Unsere Hilfe ist im Namen des Herrn ...

Mir persönlich verbindet sich mit dem Gebetseinstieg „Unsere Hilfe ist im Namen des Herrn, - der Himmel und Erde erschaffen hat“ (Ps 121,2; 124,8) eine mehr private Atmosphäre. Die Situationen, aus denen ich dieses Wort kenne und in denen ich es brauche, erfahre ich nicht so offiziell und feierlich. Irgendwie siedle ich das Wort im Zwischenbereich zwischen dem Nicht-Liturgischen und der hohen Liturgie an.

Seit meiner Messdienerzeit kenne ich das Wort als „Signal“ des Priesters an seine Messdiener in der Sakristei: „Jetzt geht’s los.“ Ich kenne es als das erste Wort bei Aussegnungen in der Friedhofskapelle. Im Kloster habe ich es kennengelernt als Einstiegswort es Abtes bei geistlichen Ansprachen, hausinternen Feiern wie der Aufnahme eines Kandidaten ins Noviziat oder auch zu Beginn von Kapitelsberatungen. Innerhalb des kirchlichen Stundengebetes beginnt die Komplet damit: „Unsere Hilfe ist im Namen des Herrn ...“

Aus dem Gebrauch zu Beginn der Komplet ist mir das Wort besonders wichtig geworden, und zwar wegen seines zweiten Teils: „... der Himmel und Erde erschaffen hat.“ Mit der Komplet ist offiziell der Tag gelaufen. Sie war in den Klöstern – wenigstens solange man noch mit dem Ende des Tageslichts auch praktisch die Nacht begann – wirklich der Tagesabschied. Sie wurde nicht in der Kirche, sondern im Dormitorium – dem Schlafraum der Mönche – gebetet, gewissermaßen „auf der Bettkante“.
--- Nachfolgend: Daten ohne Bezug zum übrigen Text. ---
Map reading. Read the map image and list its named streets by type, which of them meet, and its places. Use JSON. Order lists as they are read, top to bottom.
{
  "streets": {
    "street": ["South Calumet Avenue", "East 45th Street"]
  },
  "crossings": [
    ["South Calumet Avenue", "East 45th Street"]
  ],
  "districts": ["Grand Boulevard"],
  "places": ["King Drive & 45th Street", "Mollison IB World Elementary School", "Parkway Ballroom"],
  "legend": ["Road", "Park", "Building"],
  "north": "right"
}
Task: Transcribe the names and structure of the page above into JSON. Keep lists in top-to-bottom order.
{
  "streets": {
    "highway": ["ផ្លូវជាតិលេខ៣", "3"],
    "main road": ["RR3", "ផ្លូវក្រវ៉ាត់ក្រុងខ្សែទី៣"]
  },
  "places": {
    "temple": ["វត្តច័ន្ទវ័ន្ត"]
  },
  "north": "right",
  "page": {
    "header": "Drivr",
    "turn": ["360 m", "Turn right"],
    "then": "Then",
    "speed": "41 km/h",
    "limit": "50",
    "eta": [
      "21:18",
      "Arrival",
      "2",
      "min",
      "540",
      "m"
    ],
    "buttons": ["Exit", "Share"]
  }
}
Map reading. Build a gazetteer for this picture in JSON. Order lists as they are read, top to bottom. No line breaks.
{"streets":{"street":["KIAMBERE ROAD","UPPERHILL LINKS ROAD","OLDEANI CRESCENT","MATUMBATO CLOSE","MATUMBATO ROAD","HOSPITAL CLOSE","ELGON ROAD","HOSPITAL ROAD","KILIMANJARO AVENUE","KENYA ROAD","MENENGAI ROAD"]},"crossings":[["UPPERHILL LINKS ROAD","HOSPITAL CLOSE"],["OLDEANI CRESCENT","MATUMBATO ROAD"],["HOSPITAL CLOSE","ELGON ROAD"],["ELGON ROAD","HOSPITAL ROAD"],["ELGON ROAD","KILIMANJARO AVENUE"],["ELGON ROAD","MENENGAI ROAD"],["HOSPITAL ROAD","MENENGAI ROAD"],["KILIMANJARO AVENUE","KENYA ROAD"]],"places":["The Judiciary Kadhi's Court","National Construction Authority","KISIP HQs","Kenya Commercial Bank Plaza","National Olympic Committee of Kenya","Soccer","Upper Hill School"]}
Der Tag ist gelaufen. Manches – hoffentlich vieles – ist gut gelaufen. Wahrscheinlich ist einiges ganz anders gelaufen, als es hätte laufen können und sollen. Und wieder anderes ist gar nicht gelaufen. Das eine ist festgefahren, anderes verfahren. Hier ist das Klima unter den Nullpunkt gesunken, dort hat es den Siedepunkt überschritten,. Vieles läuft und läuft und läuft – aber der Schwung fehlt. Da war eine sprudelnde Idee, - dort ist etwas versickert. In diesem Punkt habe ich mit Volldampf Dinge vorwärtsgetrieben, - wenig später hat mir einer Dampf gemacht, - bei einer dritten Frage habe ich gemerkt, dass die Luft raus ist.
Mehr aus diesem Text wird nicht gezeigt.